## PROBLEM REQUIREMENTS
Nothing but a number should be given: how many lines of the records include "above"?

## EXTRACTED DATA
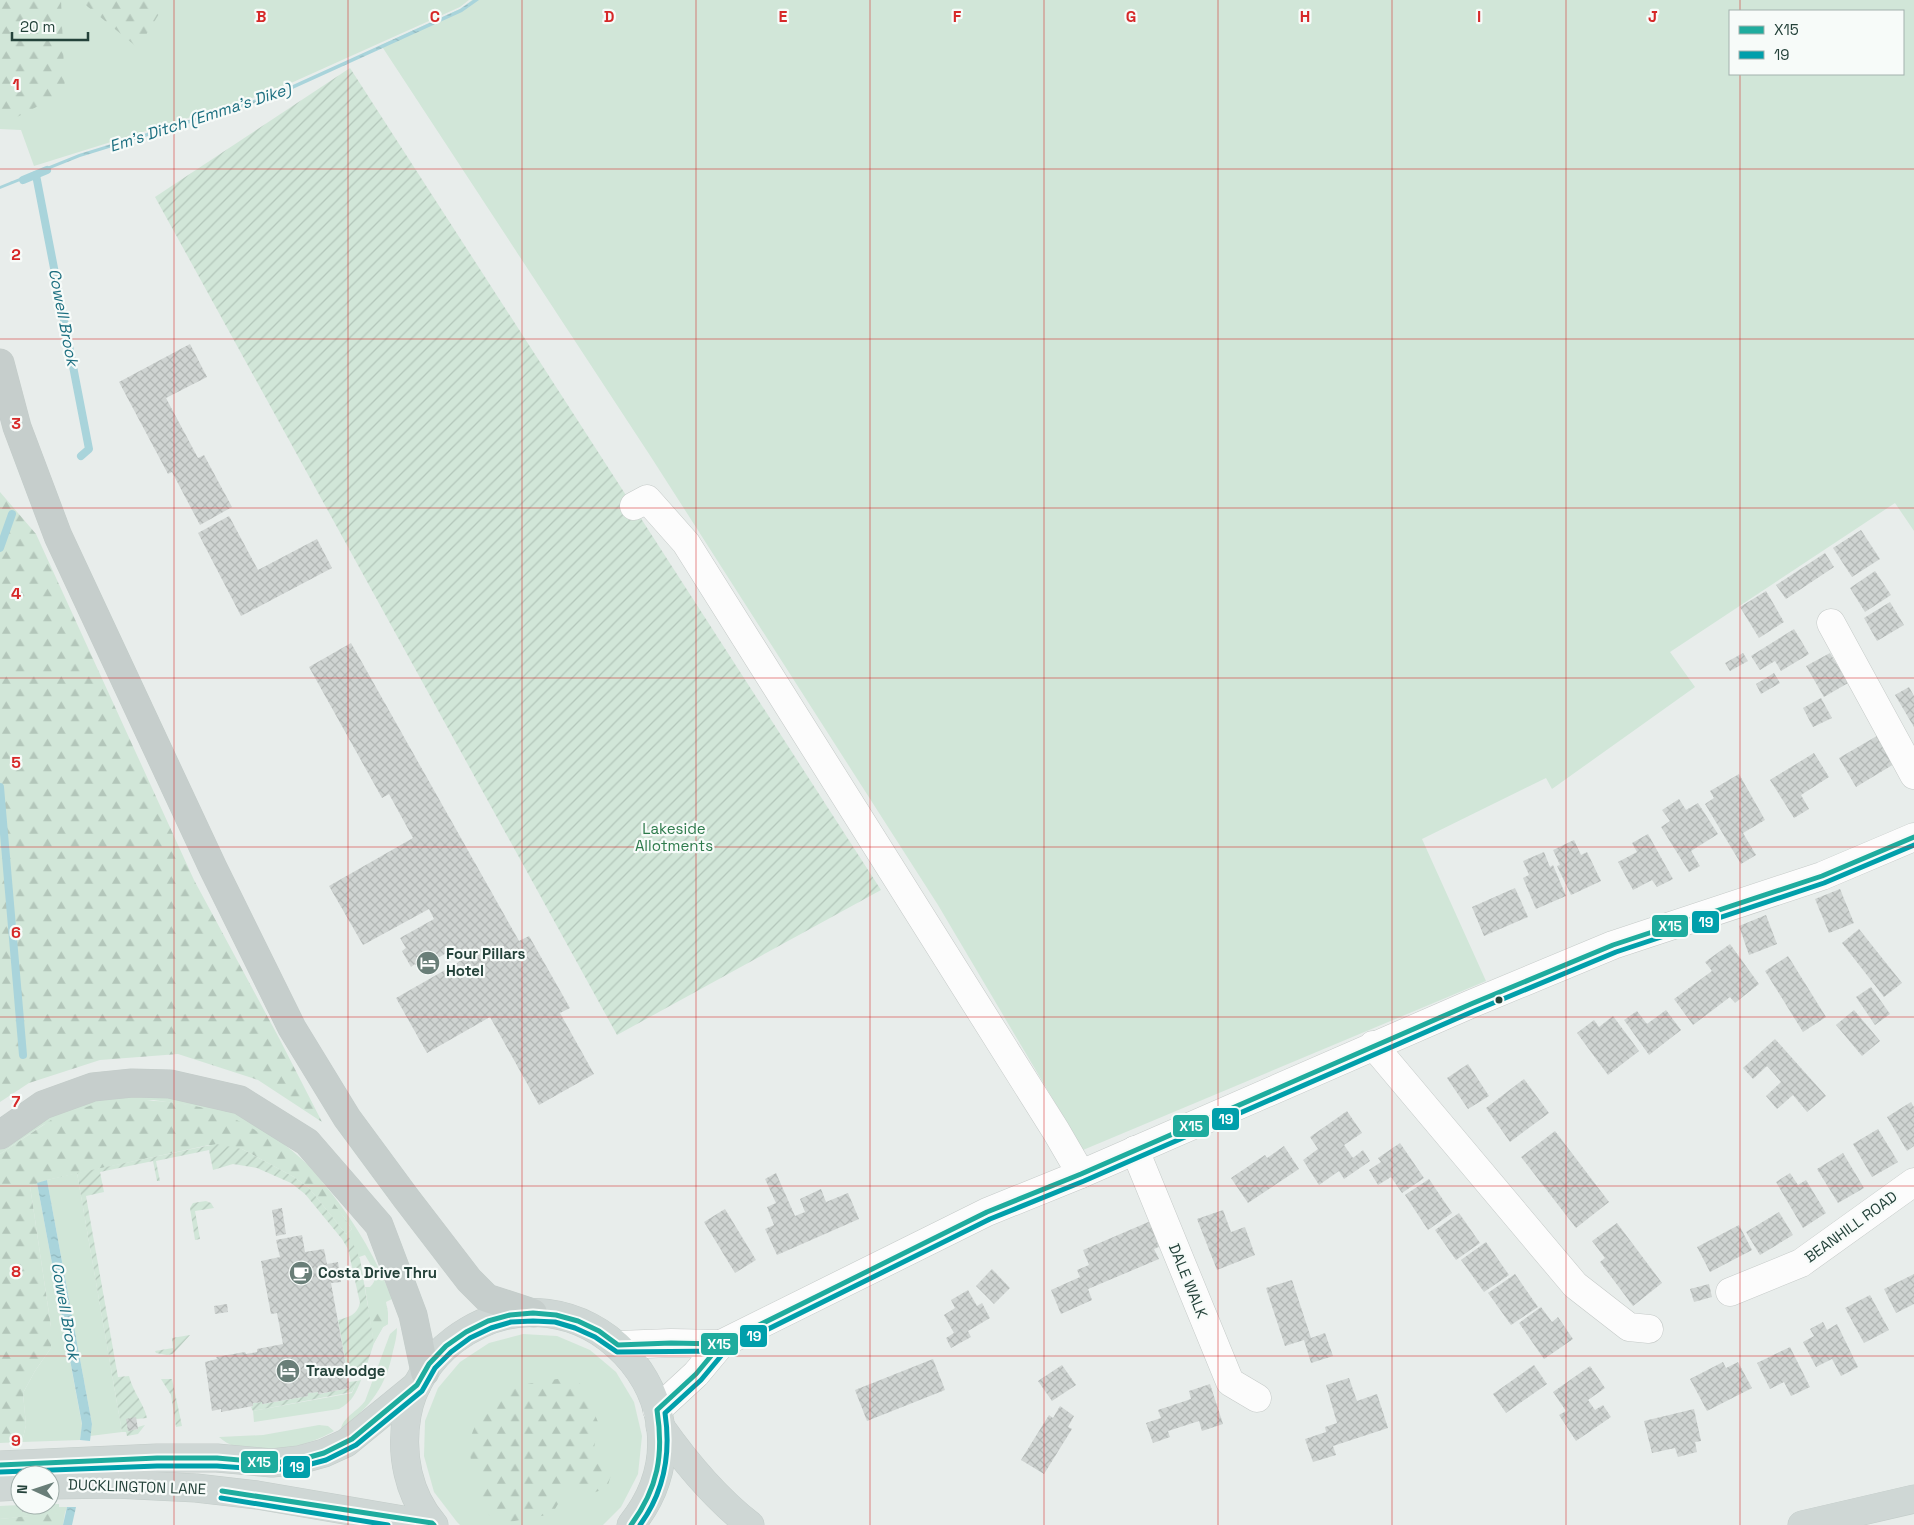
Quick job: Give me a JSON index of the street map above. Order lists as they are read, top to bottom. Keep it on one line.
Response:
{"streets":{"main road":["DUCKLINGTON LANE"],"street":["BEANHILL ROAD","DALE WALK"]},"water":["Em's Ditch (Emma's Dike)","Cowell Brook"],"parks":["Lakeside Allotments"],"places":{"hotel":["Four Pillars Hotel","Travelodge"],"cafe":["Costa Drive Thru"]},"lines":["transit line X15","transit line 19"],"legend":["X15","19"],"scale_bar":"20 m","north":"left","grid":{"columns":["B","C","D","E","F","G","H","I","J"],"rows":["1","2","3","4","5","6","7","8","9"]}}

...

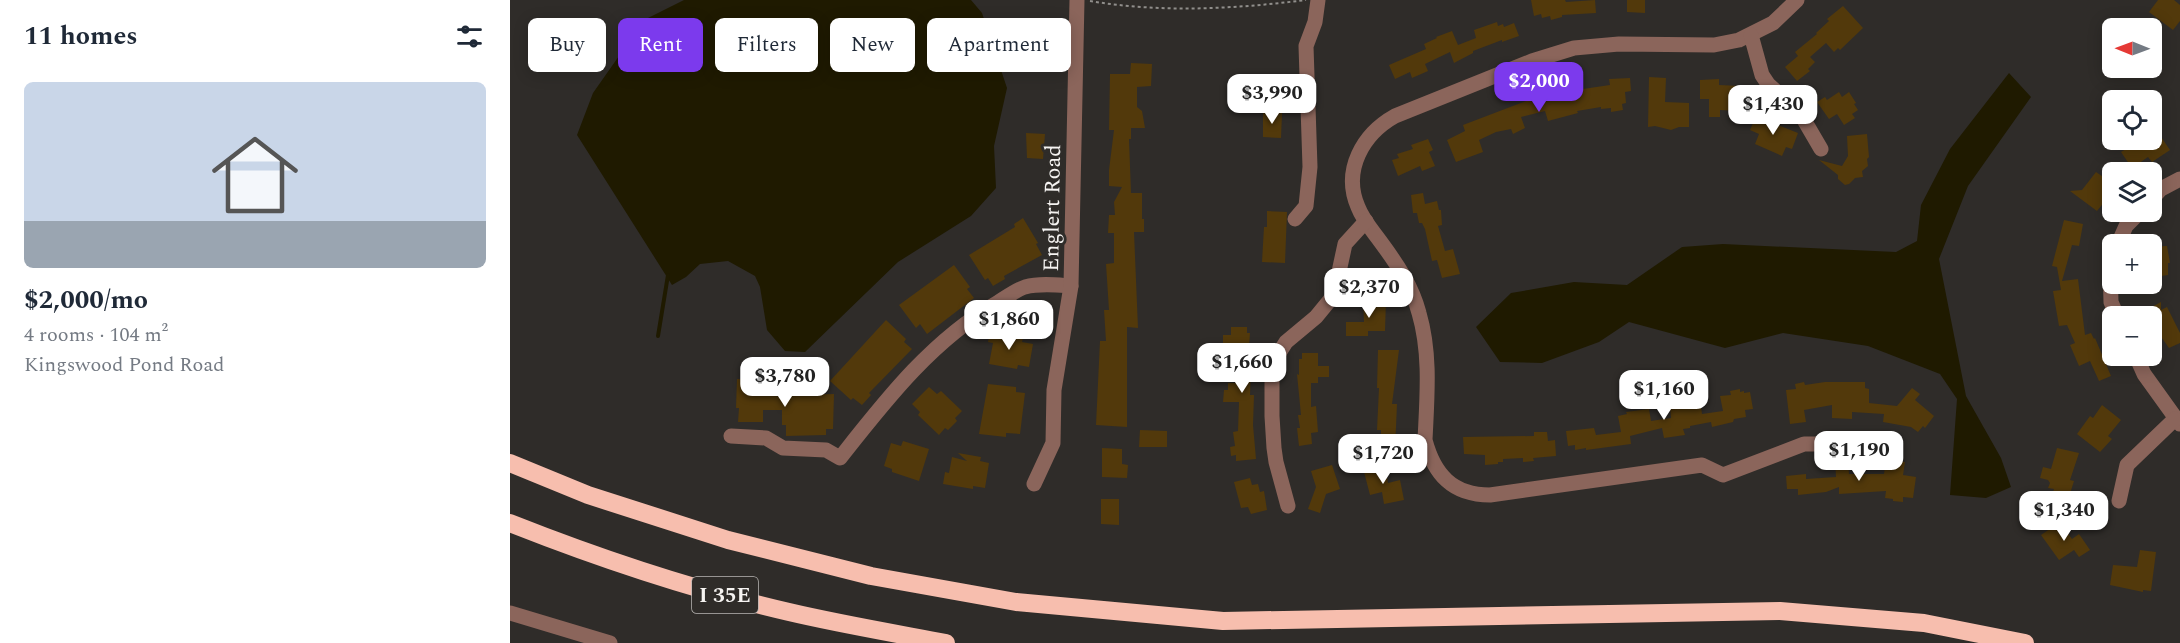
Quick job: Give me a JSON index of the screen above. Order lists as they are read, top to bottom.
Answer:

## SOLUTION TO THIS EXERCISE
2